We have all of the pokemon in the pokemon table now. We need to go back and fill in a few more tables using the same techniques to cover the fields we left out when we created the pokemon table.
These extra tables are
- abilities
- typings
- egg_groups
- evolves_from
Creating Tables
The SQL for these tables goes at the bottom of create-tables.sql
. It follows the same structure as the original pokemon table, so if you don't recognize any of the syntax or types here refer back to that lesson for the explanations.
While other approaches to databases (like Document stores) might have us store all of a pokemon's data in one record, SQL likes it a lot if we split the data up across a bunch of different tables.
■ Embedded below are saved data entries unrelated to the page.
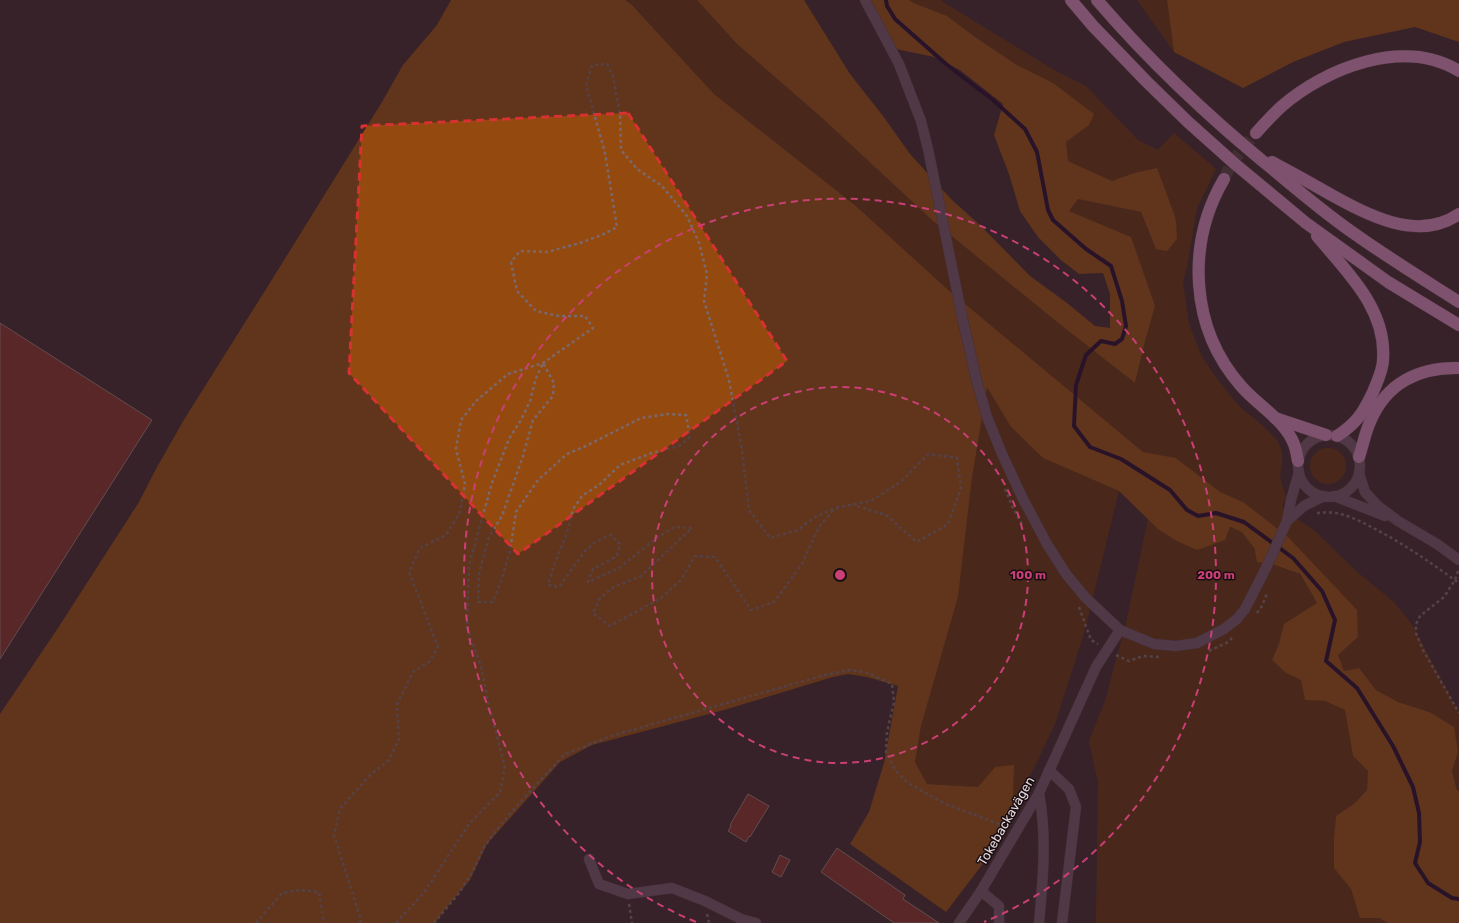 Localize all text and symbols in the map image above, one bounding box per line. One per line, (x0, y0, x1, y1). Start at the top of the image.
centre of rings (833, 568, 847, 582)
text: 100 m (1010, 568, 1046, 582)
text: 200 m (1197, 568, 1235, 582)
street label: Tokebackavägen (974, 774, 1038, 869) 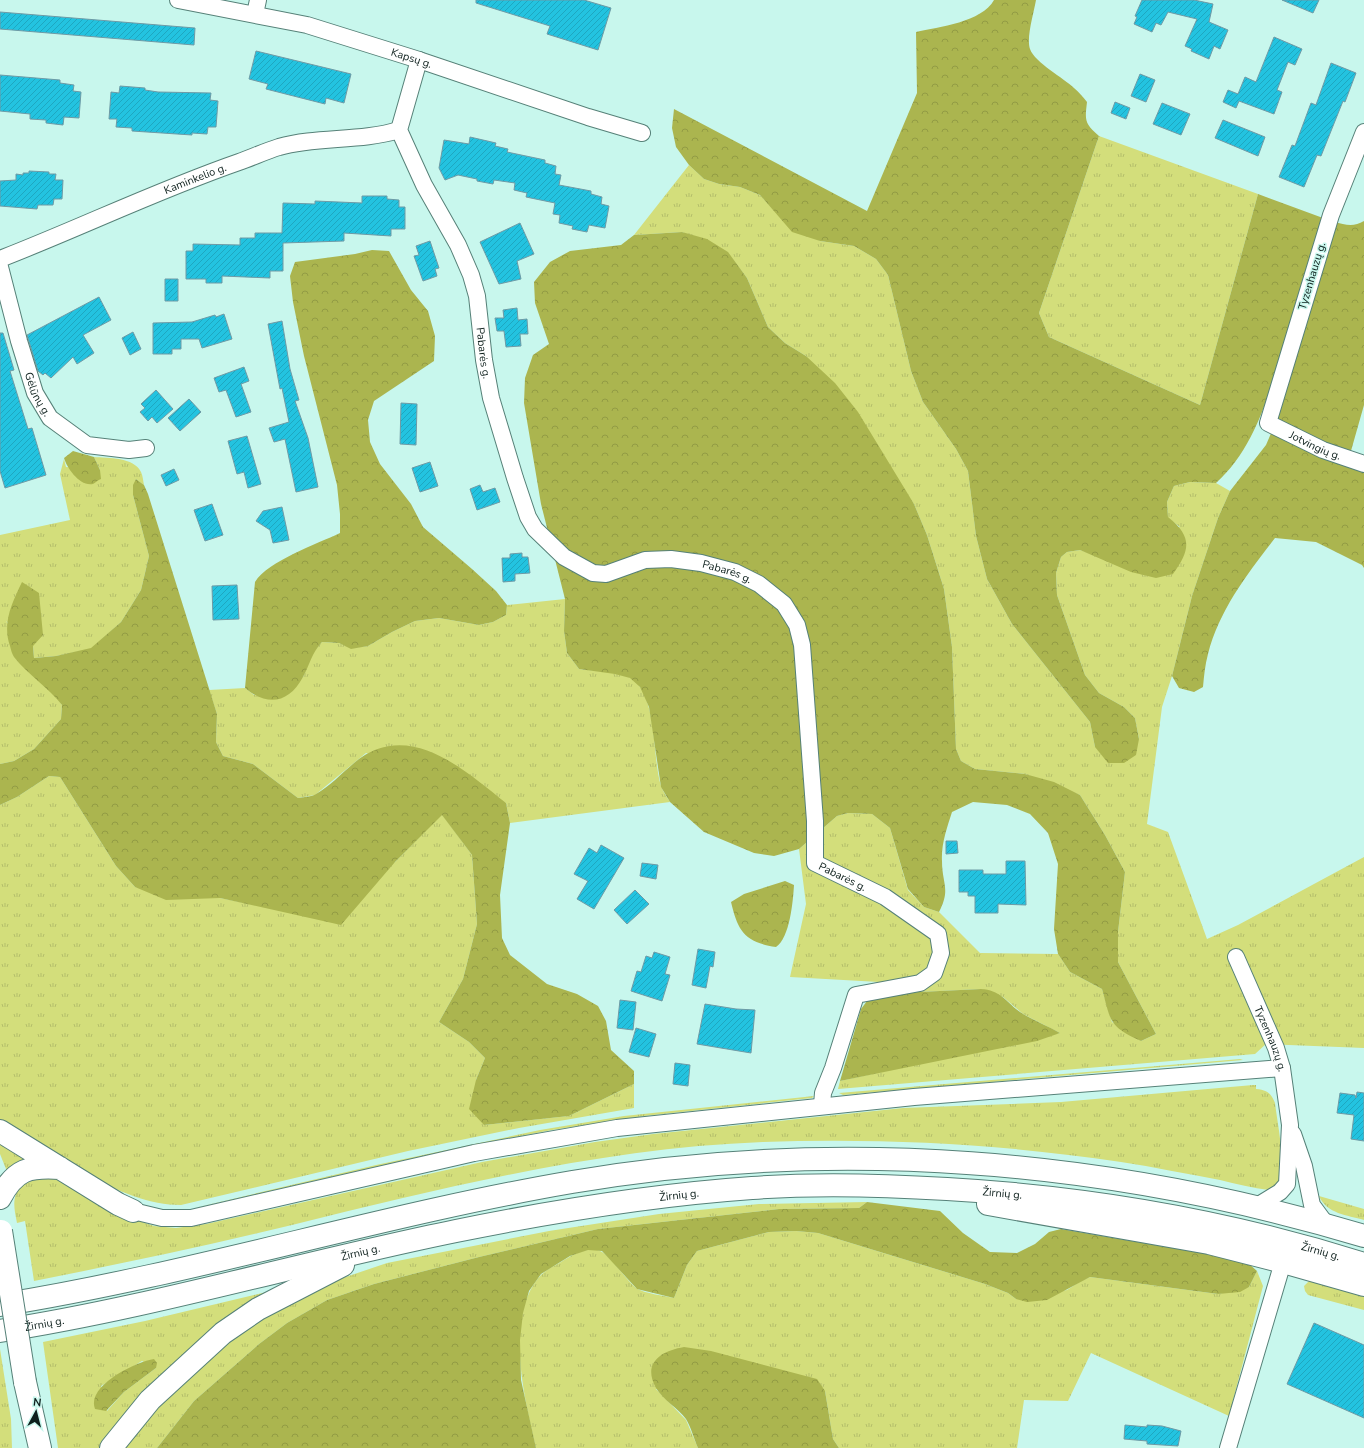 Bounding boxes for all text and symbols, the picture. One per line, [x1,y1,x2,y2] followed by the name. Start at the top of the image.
[389,44,434,71] street label: Kapsų g.
[161,160,228,197] street label: Kaminkelio g.
[1295,240,1329,312] street label: Tyzenhauzų g.
[473,326,495,380] street label: Pabarės g.
[21,370,55,419] street label: Gėlūnų g.
[1286,427,1343,463] street label: Jotvingių g.
[701,556,755,587] street label: Pabarės g.
[816,858,869,894] street label: Pabarės g.
[1251,1003,1290,1073] street label: Tyzenhauzų g.
[982,1183,1023,1202] street label: Žirnių g.
[658,1185,700,1204] street label: Žirnių g.
[1300,1237,1342,1264] street label: Žirnių g.
[339,1240,381,1264] street label: Žirnių g.
[23,1313,65,1334] street label: Žirnių g.
[16,1392,56,1432] north arrow
[32,1395,42,1411] text: N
This way the SQL language lets us join across all of those tables and their relationships.
To allow joining tables together when querying, we have to have a field to join on. pokemon_id
, the id field from our pokemon table, is a great choice as we'll often be joining to our core pokemon table. Each of our additional tables then will have their own ids for each row (id
), the pokemon_id
for the pokemon they're related to, and the special field they represent.
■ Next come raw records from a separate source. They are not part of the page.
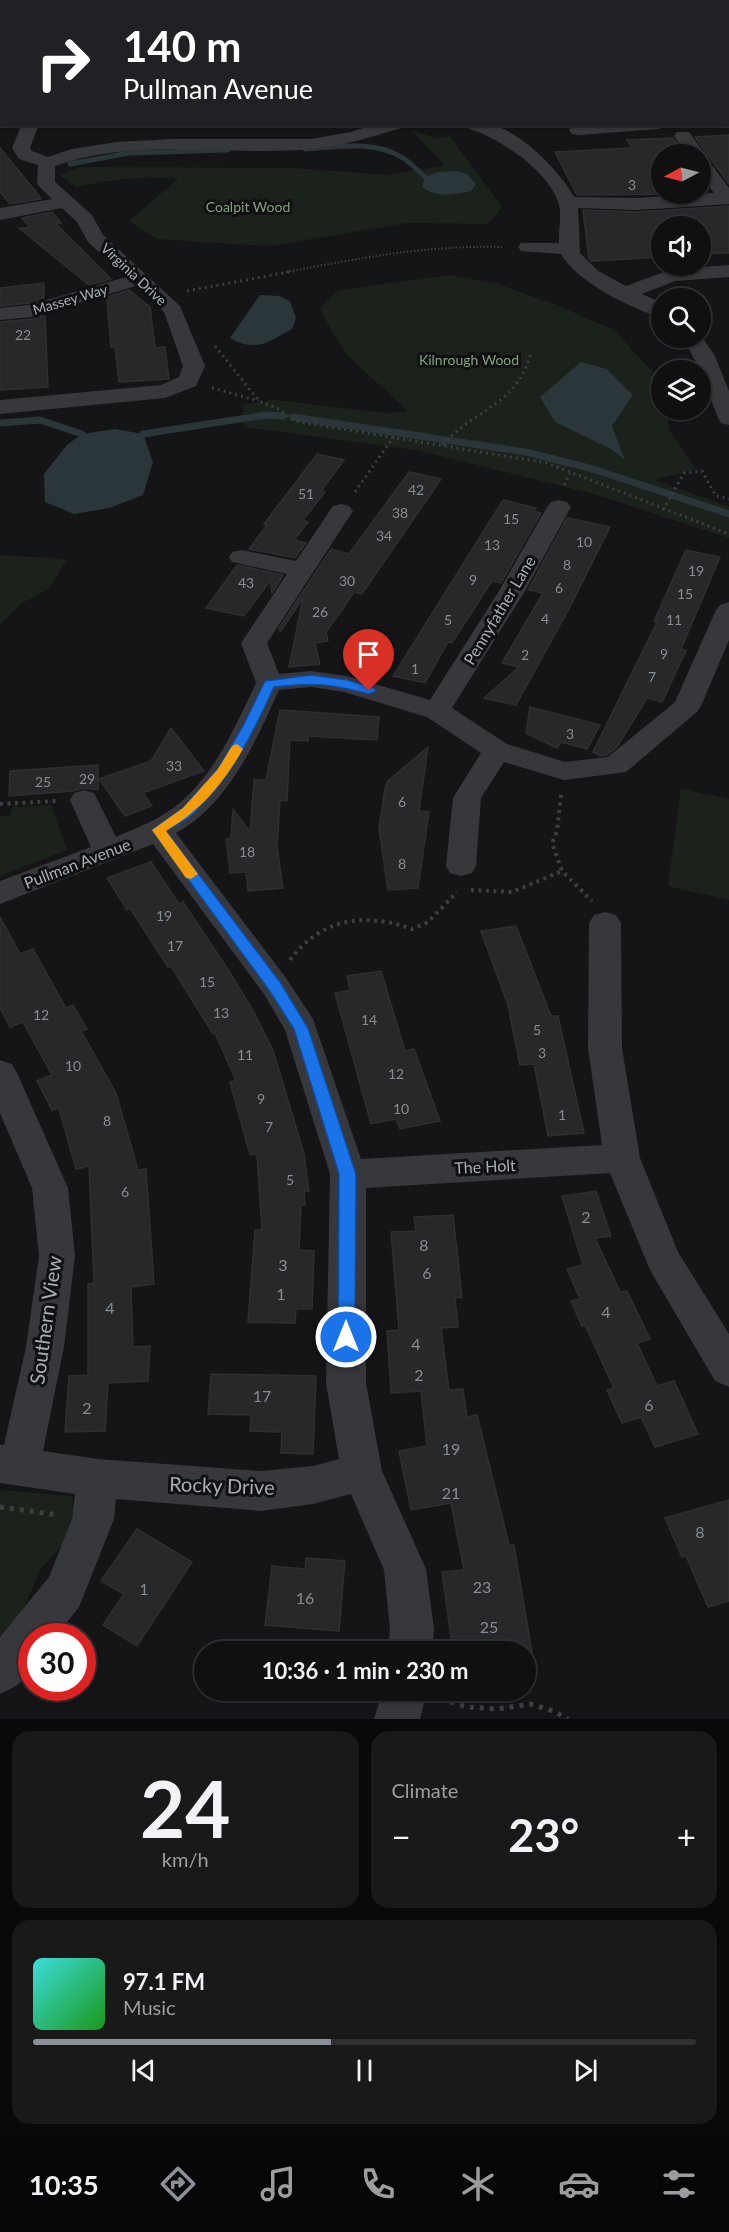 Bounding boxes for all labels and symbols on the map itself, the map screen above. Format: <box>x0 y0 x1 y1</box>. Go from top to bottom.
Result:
north arrow <box>651 144 711 204</box>
house number: 3 <box>628 176 636 193</box>
park label: Coalpit Wood <box>206 198 290 215</box>
street label: Virginia Drive <box>98 239 170 309</box>
street label: Massey Way <box>31 280 110 318</box>
house number: 22 <box>15 326 31 343</box>
park label: Kilnrough Wood <box>419 351 519 368</box>
house number: 42 <box>408 481 424 498</box>
house number: 51 <box>298 485 314 502</box>
house number: 38 <box>392 504 408 521</box>
house number: 15 <box>503 510 519 527</box>
house number: 34 <box>376 527 392 544</box>
house number: 10 <box>576 533 592 550</box>
house number: 13 <box>484 536 500 553</box>
street label: Pennyfather Lane <box>459 552 539 668</box>
house number: 8 <box>563 556 571 573</box>
house number: 19 <box>688 562 704 579</box>
house number: 9 <box>469 571 477 588</box>
house number: 30 <box>339 572 355 589</box>
house number: 43 <box>238 574 254 591</box>
house number: 6 <box>555 579 563 596</box>
house number: 15 <box>677 585 693 602</box>
house number: 26 <box>312 603 328 620</box>
house number: 4 <box>541 610 549 627</box>
house number: 5 <box>444 611 452 628</box>
house number: 11 <box>666 611 682 628</box>
pin <box>343 629 394 691</box>
house number: 9 <box>660 645 668 662</box>
house number: 2 <box>521 646 529 663</box>
house number: 1 <box>411 660 419 677</box>
house number: 7 <box>648 668 656 685</box>
house number: 3 <box>566 725 574 742</box>
house number: 33 <box>166 757 182 774</box>
house number: 29 <box>79 770 95 787</box>
house number: 25 <box>35 773 51 790</box>
house number: 6 <box>398 793 406 810</box>
street label: Pullman Avenue <box>21 834 133 892</box>
house number: 18 <box>239 843 255 860</box>
house number: 8 <box>398 855 406 872</box>
house number: 19 <box>156 907 172 924</box>
house number: 17 <box>167 937 183 954</box>
house number: 15 <box>199 973 215 990</box>
house number: 13 <box>213 1004 229 1021</box>
house number: 12 <box>33 1006 49 1023</box>
house number: 14 <box>361 1011 377 1028</box>
house number: 5 <box>533 1021 541 1038</box>
house number: 3 <box>538 1044 546 1061</box>
house number: 11 <box>237 1046 253 1063</box>
house number: 10 <box>65 1057 81 1074</box>
house number: 12 <box>388 1065 404 1082</box>
house number: 9 <box>257 1090 265 1107</box>
house number: 10 <box>393 1100 409 1117</box>
house number: 1 <box>558 1106 566 1123</box>
house number: 8 <box>103 1112 111 1129</box>
house number: 7 <box>265 1118 273 1135</box>
street label: The Holt <box>454 1155 516 1177</box>
house number: 5 <box>286 1171 294 1188</box>
house number: 6 <box>121 1183 129 1200</box>
house number: 2 <box>581 1207 591 1226</box>
house number: 8 <box>419 1235 429 1254</box>
street label: Southern View <box>24 1254 66 1386</box>
house number: 3 <box>278 1255 288 1274</box>
house number: 6 <box>422 1263 432 1282</box>
house number: 1 <box>276 1284 286 1303</box>
house number: 4 <box>105 1298 115 1317</box>
house number: 4 <box>601 1302 611 1321</box>
position arrow <box>314 1305 378 1369</box>
house number: 4 <box>411 1334 421 1353</box>
house number: 2 <box>414 1365 424 1384</box>
house number: 17 <box>253 1386 271 1405</box>
house number: 6 <box>644 1395 654 1414</box>
house number: 2 <box>82 1398 92 1417</box>
house number: 19 <box>442 1439 460 1458</box>
street label: Rocky Drive <box>169 1471 275 1499</box>
house number: 21 <box>442 1483 460 1502</box>
house number: 8 <box>695 1522 705 1541</box>
house number: 23 <box>473 1577 491 1596</box>
house number: 1 <box>139 1579 149 1598</box>
house number: 16 <box>296 1588 314 1607</box>
house number: 25 <box>480 1617 498 1636</box>
speed limit sign: 30 <box>18 1623 96 1701</box>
CREATE TABLE IF NOT EXISTS abilities(
id VARBINARY(27) NOT NULL, -- ksuid
pokemon_id VARBINARY(27) NOT NULL,
ability VARCHAR(16) NOT NULL,
PRIMARY KEY ( id )
);
CREATE TABLE IF NOT EXISTS typing(
id VARBINARY(27) NOT NULL, -- ksuid
pokemon_id VARBINARY(27) NOT NULL,
typing VARCHAR(8) NOT NULL,
PRIMARY KEY ( id )
);
CREATE TABLE IF NOT EXISTS egg_groups(
id VARBINARY(27) NOT NULL, -- ksuid
pokemon_id VARBINARY(27) NOT NULL,
egg_group VARCHAR(13) NOT NULL,
PRIMARY KEY ( id )
);
CREATE TABLE IF NOT EXISTS evolutions(
id VARBINARY(27) NOT NULL, -- ksuid
pokemon_id VARBINARY(27) NOT NULL,
evolves_from VARBINARY(27) NOT NULL,
PRIMARY KEY ( id )
);
The only odd table out is evolutions
, which instead of storing a string/varchar, stores an additional PokemonId
in evolves_from
.
So in the end we have 5 tables. We can run the script now to create the additional four.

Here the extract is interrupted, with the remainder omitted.